Family Action secures future of at-risk counselling charity Relate

National family support charity Family Action has bought couples counselling charity Relate, which had entered administration at the end of last after experiencing financial problems following the loss of government contract funding.

The deal with Family Action secures the future of 185 jobs at Relate. Staff transferred to the family support charity at the start of this month.

The move has been announced by FRP Advisory partners Philip Reynolds and Ian Corfield, who were appointed joint administrators for Relate at the end of November 2024.

“Following an accelerated marketing process, a buyer – national charity Family Action – has now been found, securing the jobs of 185 Relate employees who will transfer into Family Action on 1st January 2025,” they confirmed.

Reynolds added: “Relate is a lifeline for families across the country struggling with a range of domestic issues.
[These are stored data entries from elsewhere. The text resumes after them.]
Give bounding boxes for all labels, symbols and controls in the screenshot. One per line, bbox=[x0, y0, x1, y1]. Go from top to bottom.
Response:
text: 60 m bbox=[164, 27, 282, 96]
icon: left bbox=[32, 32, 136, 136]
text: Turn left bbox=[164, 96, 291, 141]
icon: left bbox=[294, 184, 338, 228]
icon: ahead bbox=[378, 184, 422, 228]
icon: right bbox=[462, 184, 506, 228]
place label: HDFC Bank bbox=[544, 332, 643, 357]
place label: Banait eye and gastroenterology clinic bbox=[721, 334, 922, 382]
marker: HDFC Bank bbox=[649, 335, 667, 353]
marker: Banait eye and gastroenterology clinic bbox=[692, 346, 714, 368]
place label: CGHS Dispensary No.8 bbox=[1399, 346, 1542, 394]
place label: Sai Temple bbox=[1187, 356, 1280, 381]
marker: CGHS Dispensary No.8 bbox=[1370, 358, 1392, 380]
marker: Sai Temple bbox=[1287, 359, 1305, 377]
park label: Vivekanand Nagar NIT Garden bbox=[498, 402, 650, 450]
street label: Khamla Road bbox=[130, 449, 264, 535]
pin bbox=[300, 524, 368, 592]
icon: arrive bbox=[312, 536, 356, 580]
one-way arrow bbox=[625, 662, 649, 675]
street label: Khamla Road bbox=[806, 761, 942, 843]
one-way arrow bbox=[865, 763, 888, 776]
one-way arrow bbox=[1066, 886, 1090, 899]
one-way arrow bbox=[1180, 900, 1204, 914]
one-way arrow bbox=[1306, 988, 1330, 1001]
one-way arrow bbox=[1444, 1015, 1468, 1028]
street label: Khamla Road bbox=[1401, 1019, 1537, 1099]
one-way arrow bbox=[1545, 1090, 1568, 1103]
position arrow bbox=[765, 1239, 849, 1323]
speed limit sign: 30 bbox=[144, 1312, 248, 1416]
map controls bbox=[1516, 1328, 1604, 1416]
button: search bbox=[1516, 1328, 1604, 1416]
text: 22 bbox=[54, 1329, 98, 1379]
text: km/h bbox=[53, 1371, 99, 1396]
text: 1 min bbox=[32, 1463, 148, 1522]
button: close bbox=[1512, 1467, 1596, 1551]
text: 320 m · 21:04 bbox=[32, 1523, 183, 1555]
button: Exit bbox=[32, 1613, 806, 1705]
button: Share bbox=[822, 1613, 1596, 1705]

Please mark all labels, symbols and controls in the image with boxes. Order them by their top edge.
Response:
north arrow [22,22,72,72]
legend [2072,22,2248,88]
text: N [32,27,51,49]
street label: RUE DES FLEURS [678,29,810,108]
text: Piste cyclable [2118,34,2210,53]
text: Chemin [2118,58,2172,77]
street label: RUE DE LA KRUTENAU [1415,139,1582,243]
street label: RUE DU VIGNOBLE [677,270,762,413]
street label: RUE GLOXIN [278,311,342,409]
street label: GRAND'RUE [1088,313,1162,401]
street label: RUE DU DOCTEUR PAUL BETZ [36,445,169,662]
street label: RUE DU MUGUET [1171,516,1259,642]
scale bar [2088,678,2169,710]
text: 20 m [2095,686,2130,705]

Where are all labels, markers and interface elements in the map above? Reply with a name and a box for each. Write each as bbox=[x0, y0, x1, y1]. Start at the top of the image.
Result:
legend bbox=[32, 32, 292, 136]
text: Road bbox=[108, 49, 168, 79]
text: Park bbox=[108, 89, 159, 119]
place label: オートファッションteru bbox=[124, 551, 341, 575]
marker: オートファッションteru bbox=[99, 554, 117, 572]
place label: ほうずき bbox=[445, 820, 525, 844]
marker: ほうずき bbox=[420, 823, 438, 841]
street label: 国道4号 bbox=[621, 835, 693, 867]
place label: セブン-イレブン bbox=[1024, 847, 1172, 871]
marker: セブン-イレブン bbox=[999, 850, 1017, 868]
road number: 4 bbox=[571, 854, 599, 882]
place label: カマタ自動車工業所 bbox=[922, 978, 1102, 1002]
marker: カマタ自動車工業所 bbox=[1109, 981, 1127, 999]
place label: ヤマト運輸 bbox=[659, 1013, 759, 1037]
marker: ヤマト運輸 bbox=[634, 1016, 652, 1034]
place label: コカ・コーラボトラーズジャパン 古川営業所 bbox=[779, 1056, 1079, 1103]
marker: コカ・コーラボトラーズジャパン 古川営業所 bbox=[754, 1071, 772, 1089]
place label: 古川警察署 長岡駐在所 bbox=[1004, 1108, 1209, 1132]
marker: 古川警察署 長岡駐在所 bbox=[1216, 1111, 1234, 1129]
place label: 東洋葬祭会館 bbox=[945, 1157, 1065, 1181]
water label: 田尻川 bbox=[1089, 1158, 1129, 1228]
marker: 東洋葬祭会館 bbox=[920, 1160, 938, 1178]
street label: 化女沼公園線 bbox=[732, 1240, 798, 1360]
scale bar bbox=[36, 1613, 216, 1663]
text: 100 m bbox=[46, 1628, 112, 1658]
We’re pleased that an unfortunate period of financial uncertainty hasn’t put a stop to that vital work.

“Family Action’s track record of supporting families through change, challenge and crisis dovetails well with Relate’s mission and we’re optimistic that this deal gives the charity the foundation it needs to return to a stable footing.”

Following the deal the couples counselling charity will continue to trade under the Relate brand.

The federated network of local counselling services it supports will continue as the Relate Federation and will remain separate and financially independent from Family Action.

Family Action chief executive David Holmes said Relate is “excited about the obvious alignment between Family Action, the charity for families, and Relate, the charity for relationships, and see excellent opportunities for mutually beneficial development for our combined organisations in the future”.

According to the charities register Relate’s income for the year ending March 2023 was £7.58m and it spent £7.3m.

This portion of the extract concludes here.